Instructions for the task:
Once the line containing "position:relative; flex:1; overflow:hidden" has been copied, stop; copy every line before it exactly, beginning with the first line of the material below.

*** Opening Records for processing ***

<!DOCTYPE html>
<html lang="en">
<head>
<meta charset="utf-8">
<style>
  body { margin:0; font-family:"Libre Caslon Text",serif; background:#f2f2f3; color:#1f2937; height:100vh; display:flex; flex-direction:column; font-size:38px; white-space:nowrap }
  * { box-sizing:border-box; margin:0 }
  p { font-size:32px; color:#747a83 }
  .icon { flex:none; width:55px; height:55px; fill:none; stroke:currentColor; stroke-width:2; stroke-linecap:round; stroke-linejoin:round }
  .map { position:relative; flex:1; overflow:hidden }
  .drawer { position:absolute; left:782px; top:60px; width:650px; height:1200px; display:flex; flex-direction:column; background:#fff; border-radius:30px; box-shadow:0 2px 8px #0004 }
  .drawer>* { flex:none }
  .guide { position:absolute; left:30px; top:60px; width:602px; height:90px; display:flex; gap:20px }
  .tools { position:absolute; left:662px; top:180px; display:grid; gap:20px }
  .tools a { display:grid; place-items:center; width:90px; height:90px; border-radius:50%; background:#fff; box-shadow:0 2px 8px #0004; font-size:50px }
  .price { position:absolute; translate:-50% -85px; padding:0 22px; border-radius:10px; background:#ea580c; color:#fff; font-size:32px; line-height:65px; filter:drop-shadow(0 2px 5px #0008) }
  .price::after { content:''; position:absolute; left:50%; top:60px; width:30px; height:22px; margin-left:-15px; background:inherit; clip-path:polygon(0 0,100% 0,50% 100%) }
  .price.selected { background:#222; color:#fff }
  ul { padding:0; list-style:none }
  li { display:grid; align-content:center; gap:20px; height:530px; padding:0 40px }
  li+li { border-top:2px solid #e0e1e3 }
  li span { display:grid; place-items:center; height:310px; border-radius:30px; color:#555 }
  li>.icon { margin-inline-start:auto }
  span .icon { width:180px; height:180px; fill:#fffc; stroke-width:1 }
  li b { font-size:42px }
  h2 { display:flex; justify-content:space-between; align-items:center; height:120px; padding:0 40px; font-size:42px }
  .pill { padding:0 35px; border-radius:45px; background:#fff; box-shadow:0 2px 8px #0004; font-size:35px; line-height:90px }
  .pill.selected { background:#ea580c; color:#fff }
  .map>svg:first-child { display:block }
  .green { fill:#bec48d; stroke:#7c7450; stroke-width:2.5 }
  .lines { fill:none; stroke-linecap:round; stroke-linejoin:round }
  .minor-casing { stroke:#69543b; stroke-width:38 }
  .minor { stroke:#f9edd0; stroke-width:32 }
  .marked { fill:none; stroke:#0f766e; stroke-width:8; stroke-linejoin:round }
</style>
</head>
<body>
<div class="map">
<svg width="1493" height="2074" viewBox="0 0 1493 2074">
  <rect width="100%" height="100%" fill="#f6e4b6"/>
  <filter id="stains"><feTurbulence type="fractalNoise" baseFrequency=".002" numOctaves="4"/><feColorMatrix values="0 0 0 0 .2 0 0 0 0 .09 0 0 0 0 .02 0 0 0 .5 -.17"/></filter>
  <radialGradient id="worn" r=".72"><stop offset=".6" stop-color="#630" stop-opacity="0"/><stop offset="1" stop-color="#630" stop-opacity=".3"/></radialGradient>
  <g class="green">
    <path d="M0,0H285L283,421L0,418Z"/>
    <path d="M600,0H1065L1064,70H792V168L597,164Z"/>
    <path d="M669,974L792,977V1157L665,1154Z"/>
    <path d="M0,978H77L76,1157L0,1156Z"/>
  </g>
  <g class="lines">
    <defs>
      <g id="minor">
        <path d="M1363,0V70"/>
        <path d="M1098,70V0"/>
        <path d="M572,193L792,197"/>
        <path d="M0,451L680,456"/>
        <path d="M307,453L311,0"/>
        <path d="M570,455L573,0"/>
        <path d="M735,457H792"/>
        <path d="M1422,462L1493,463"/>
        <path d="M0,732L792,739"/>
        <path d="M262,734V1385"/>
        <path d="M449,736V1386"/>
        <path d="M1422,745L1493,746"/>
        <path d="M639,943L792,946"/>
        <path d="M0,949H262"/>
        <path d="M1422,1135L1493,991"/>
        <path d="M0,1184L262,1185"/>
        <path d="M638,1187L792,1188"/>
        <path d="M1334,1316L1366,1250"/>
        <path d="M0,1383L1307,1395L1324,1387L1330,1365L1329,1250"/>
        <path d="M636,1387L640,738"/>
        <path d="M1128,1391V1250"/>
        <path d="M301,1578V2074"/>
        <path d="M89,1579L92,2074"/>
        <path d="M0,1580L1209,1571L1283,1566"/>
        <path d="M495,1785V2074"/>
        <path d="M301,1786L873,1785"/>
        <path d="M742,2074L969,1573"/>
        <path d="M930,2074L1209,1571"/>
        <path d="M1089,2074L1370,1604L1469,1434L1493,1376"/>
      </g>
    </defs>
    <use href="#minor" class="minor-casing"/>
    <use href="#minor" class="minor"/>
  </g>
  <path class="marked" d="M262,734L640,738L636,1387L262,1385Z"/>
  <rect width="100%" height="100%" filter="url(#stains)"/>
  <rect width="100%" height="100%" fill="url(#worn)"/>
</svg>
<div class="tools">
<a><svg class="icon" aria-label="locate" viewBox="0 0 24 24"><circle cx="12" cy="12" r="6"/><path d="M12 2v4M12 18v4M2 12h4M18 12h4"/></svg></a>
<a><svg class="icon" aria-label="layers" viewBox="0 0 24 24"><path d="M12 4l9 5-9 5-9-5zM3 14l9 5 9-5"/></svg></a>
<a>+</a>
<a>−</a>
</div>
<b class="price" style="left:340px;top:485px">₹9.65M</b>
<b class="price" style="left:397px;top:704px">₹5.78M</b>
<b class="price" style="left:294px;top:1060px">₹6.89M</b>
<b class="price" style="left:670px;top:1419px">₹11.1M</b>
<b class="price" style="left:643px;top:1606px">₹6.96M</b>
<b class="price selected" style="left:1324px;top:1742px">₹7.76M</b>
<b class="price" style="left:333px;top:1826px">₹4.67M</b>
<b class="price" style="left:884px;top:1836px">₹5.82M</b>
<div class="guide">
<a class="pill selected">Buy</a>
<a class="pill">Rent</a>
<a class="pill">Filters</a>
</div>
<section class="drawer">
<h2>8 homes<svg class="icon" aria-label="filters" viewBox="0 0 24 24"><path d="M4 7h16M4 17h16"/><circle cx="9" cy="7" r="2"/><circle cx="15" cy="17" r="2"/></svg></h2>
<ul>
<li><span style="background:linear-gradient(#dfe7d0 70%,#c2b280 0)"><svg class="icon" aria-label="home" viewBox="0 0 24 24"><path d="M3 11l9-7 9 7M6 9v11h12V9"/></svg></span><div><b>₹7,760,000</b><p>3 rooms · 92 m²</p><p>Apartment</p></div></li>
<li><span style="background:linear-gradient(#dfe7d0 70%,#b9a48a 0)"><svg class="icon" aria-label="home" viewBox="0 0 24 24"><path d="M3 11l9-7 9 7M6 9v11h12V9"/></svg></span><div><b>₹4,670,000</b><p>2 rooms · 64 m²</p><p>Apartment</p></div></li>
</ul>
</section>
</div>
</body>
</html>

*** Closing Records for processing ***

Solution:
<!DOCTYPE html>
<html lang="en">
<head>
<meta charset="utf-8">
<style>
  body { margin:0; font-family:"Libre Caslon Text",serif; background:#f2f2f3; color:#1f2937; height:100vh; display:flex; flex-direction:column; font-size:38px; white-space:nowrap }
  * { box-sizing:border-box; margin:0 }
  p { font-size:32px; color:#747a83 }
  .icon { flex:none; width:55px; height:55px; fill:none; stroke:currentColor; stroke-width:2; stroke-linecap:round; stroke-linejoin:round }
  .map { position:relative; flex:1; overflow:hidden }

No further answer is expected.